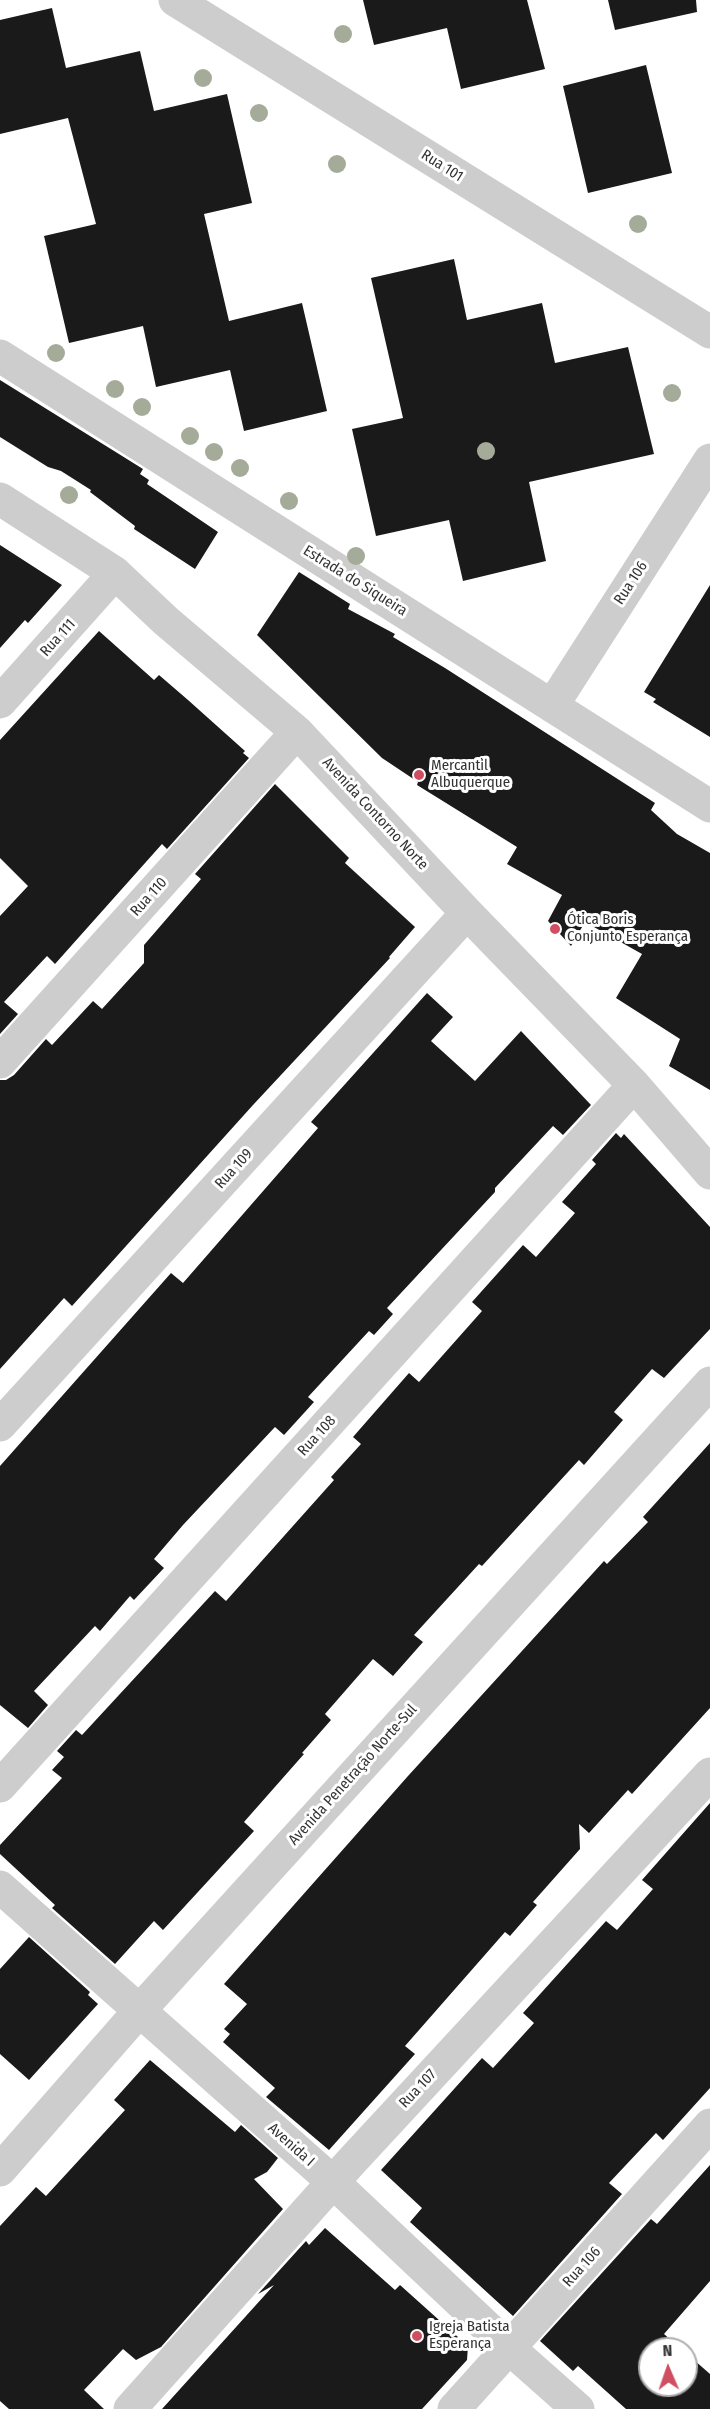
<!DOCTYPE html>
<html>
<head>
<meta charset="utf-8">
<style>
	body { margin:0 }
	#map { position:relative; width:710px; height:2409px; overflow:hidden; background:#fff; font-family:"Fira Sans Condensed",sans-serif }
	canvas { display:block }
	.north { position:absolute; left:638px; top:2337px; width:60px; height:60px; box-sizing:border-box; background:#fff; border:2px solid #adadad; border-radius:50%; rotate:358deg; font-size:16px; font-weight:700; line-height:24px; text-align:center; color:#333 }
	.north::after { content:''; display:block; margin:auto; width:21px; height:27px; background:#d04e62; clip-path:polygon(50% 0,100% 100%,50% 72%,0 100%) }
</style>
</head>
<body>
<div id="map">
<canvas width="710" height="2409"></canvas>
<div class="north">N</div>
</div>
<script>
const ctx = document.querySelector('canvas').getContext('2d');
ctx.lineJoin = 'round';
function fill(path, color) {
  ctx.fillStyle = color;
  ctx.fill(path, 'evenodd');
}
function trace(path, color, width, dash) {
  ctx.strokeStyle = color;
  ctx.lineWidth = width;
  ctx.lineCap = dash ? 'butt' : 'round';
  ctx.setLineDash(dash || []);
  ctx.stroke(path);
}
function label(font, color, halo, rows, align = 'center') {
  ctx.font = font + ' "Fira Sans Condensed",sans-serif';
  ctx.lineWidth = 6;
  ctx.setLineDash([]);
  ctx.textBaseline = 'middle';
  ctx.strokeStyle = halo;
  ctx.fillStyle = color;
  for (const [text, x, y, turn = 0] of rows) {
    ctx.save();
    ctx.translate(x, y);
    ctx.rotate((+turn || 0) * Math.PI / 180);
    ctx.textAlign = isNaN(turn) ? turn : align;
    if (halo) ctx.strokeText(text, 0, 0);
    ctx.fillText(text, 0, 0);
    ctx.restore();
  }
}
const building = new Path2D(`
	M 363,0 L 527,0 L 545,69 L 461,89 L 447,28 L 374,45 Z
	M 608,0 L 696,0 L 697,12 L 615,30 Z
	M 52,8 L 66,68 L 140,51 L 154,111 L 227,94 L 252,203 L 204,214 L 229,321 L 302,303 L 327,411 L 244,431 L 230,370 L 156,387 L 143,326 L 69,343 L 44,236 L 96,224 L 68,118 L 0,134 L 0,20 Z
	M 646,65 L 672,173 L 588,193 L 563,86 Z
	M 454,259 L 467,320 L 542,303 L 555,363 L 628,347 L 654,454 L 529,482 L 546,561 L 463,581 L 449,520 L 376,536 L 352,429 L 403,418 L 371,278 Z
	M 0,380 L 143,469 L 140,474 L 149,480 L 147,484 L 218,532 L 195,569 L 134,529 L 135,526 L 90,492 L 91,490 L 61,471 L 48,467 L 0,437 Z
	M 0,545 L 62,585 L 28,623 L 25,620 L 0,648 Z
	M 299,572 L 350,604 L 348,609 L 395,634 L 393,637 L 445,668 L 655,803 L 651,810 L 677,834 L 710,853 L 710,1090 L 669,1066 L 680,1039 L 616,998 L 642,954 L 585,922 L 571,946 L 548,921 L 562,895 L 507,864 L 517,847 L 417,785 L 418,782 L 382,758 L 257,635 Z
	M 710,585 L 710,737 L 653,702 L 656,699 L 644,692 Z
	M 99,631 L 154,680 L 159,675 L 188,700 L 245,751 L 243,753 L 249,758 L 167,849 L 162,844 L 55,964 L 47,956 L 4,1002 L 18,1014 L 0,1034 L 0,916 L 28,886 L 0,858 L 0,740 Z
	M 275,784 L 349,858 L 345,863 L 415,927 L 389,957 L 390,958 L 253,1105 L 72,1306 L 64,1298 L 0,1369 L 0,1080 L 6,1080 L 14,1075 L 46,1039 L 52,1045 L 93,1001 L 102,1009 L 144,963 L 144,945 L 201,879 L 195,874 Z
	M 427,993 L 453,1017 L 431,1041 L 475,1081 L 521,1031 L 591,1105 L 563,1135 L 553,1126 L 495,1188 L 495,1192 L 387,1308 L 393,1314 L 374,1335 L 369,1331 L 308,1397 L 314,1402 L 284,1435 L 275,1427 L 183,1525 L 154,1559 L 164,1568 L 134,1600 L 130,1596 L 100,1631 L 95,1626 L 34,1691 L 48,1705 L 28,1728 L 0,1705 L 0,1466 L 171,1273 L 183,1283 L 318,1128 L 311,1122 Z
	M 616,1133 L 621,1138 L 624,1134 L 710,1227 L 710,1329 L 664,1378 L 652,1369 L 614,1412 L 623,1420 L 584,1465 L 579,1460 L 482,1566 L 479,1564 L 414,1635 L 423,1642 L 393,1676 L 373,1659 L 325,1714 L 331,1720 L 302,1753 L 304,1754 L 244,1822 L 254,1831 L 163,1930 L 154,1921 L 115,1964 L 52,1908 L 55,1905 L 0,1854 L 0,1845 L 62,1778 L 52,1770 L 64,1757 L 57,1751 L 76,1730 L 82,1735 L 215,1591 L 226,1601 L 334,1480 L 331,1477 L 361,1444 L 353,1437 L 409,1373 L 419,1382 L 482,1311 L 472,1302 L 523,1245 L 536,1257 L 575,1213 L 562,1202 L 596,1164 L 592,1160 Z
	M 710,1443 L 710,1708 L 632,1794 L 628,1790 L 589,1833 L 579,1824 L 580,1849 L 533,1902 L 537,1905 L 510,1936 L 505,1932 L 405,2046 L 415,2054 L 329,2150 L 266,2097 L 275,2088 L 223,2042 L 230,2034 L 224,2029 L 247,2004 L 224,1984 L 408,1776 L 604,1561 L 607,1564 L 648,1522 L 643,1517 Z
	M 710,1803 L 710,2088 L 663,2140 L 656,2133 L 609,2183 L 622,2194 L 513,2316 L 410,2222 L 422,2208 L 381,2170 L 482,2058 L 493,2068 L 534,2023 L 523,2013 L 606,1921 L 617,1930 L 653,1889 L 642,1880 Z
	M 29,1937 L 90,1992 L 88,1995 L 98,2004 L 29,2080 L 0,2054 L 0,1969 Z
	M 150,2060 L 235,2132 L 241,2125 L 278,2158 L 267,2172 L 254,2179 L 283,2209 L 161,2347 L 136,2360 L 123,2349 L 84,2390 L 104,2409 L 9,2409 L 0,2401 L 0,2226 L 36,2187 L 46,2196 L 125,2110 L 114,2100 Z
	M 710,2165 L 710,2281 L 664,2334 L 681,2349 L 650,2349 L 650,2385 L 686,2385 L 686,2353 L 710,2374 L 710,2409 L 626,2409 L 578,2366 L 573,2371 L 540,2341 L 651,2219 L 657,2224 Z
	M 325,2228 L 395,2290 L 400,2285 L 468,2346 L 467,2360 L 422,2409 L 162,2409 L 274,2285 L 258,2294 L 306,2241 L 309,2245 Z`);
const minor = new Path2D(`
	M 175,0 L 710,332
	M 0,356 L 710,806
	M 0,499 L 115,573 L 166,621 L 297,732 L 467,913 L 634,1085 L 710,1173
	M 0,702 L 115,573
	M 552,706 L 710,460
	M 0,1062 L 297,732
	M 0,1425 L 467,913
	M 0,1786 L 634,1085
	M 0,1887 L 333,2182 L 509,2348 L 578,2409
	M 0,2170 L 140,2010 L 710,1383
	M 130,2409 L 350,2163 L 710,1774
	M 454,2409 L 710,2125`);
const trees = [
	[343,34],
	[203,78],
	[259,113],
	[337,164],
	[638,224],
	[56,353],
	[115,389],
	[672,393],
	[142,407],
	[190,436],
	[486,451],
	[214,452],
	[240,468],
	[69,495],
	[289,501],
	[356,556]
];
const markers = [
	[419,775,6,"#d04e62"],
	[555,929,6,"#d04e62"],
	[417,2336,6,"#d04e62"]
];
const streetNames = [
	["Rua 101",442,166,32],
	["Estrada do Siqueira",355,581,32],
	["Rua 106",631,583,-57],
	["Rua 111",58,638,-48],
	["Avenida Contorno Norte",375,814,47],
	["Rua 110",149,897,-48],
	["Rua 109",234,1169,-48],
	["Rua 108",317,1436,-48],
	["Avenida Penetração Norte-Sul",353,1775,-48],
	["Rua 107",418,2089,-47],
	["Avenida I",291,2145,42],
	["Rua 106",582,2267,-48]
];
const poiNames = [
	["Mercantil",431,766],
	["Albuquerque",431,783],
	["Ótica Boris",567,920],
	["Conjunto Esperança",567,937],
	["Igreja Batista",429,2327],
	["Esperança",429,2344]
];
fill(building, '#1a1a1a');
trace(minor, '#cdcdcd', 33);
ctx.fillStyle = '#a4ac99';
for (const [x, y] of trees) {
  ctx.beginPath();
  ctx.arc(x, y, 9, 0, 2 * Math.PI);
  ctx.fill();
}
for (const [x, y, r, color] of markers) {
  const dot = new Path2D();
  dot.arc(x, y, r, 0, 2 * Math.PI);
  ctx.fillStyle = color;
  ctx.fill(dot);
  trace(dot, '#fff', 2);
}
label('15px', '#333', '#fff', streetNames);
label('15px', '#333', '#fff', poiNames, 'left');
</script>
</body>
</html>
__________________________________________________
__WHAT NEEDS TO BE DONE__. Answer with one number only: how many lines in the data contain the word "setLineDash"?

__ANSWER TO THE EXERCISE__. 2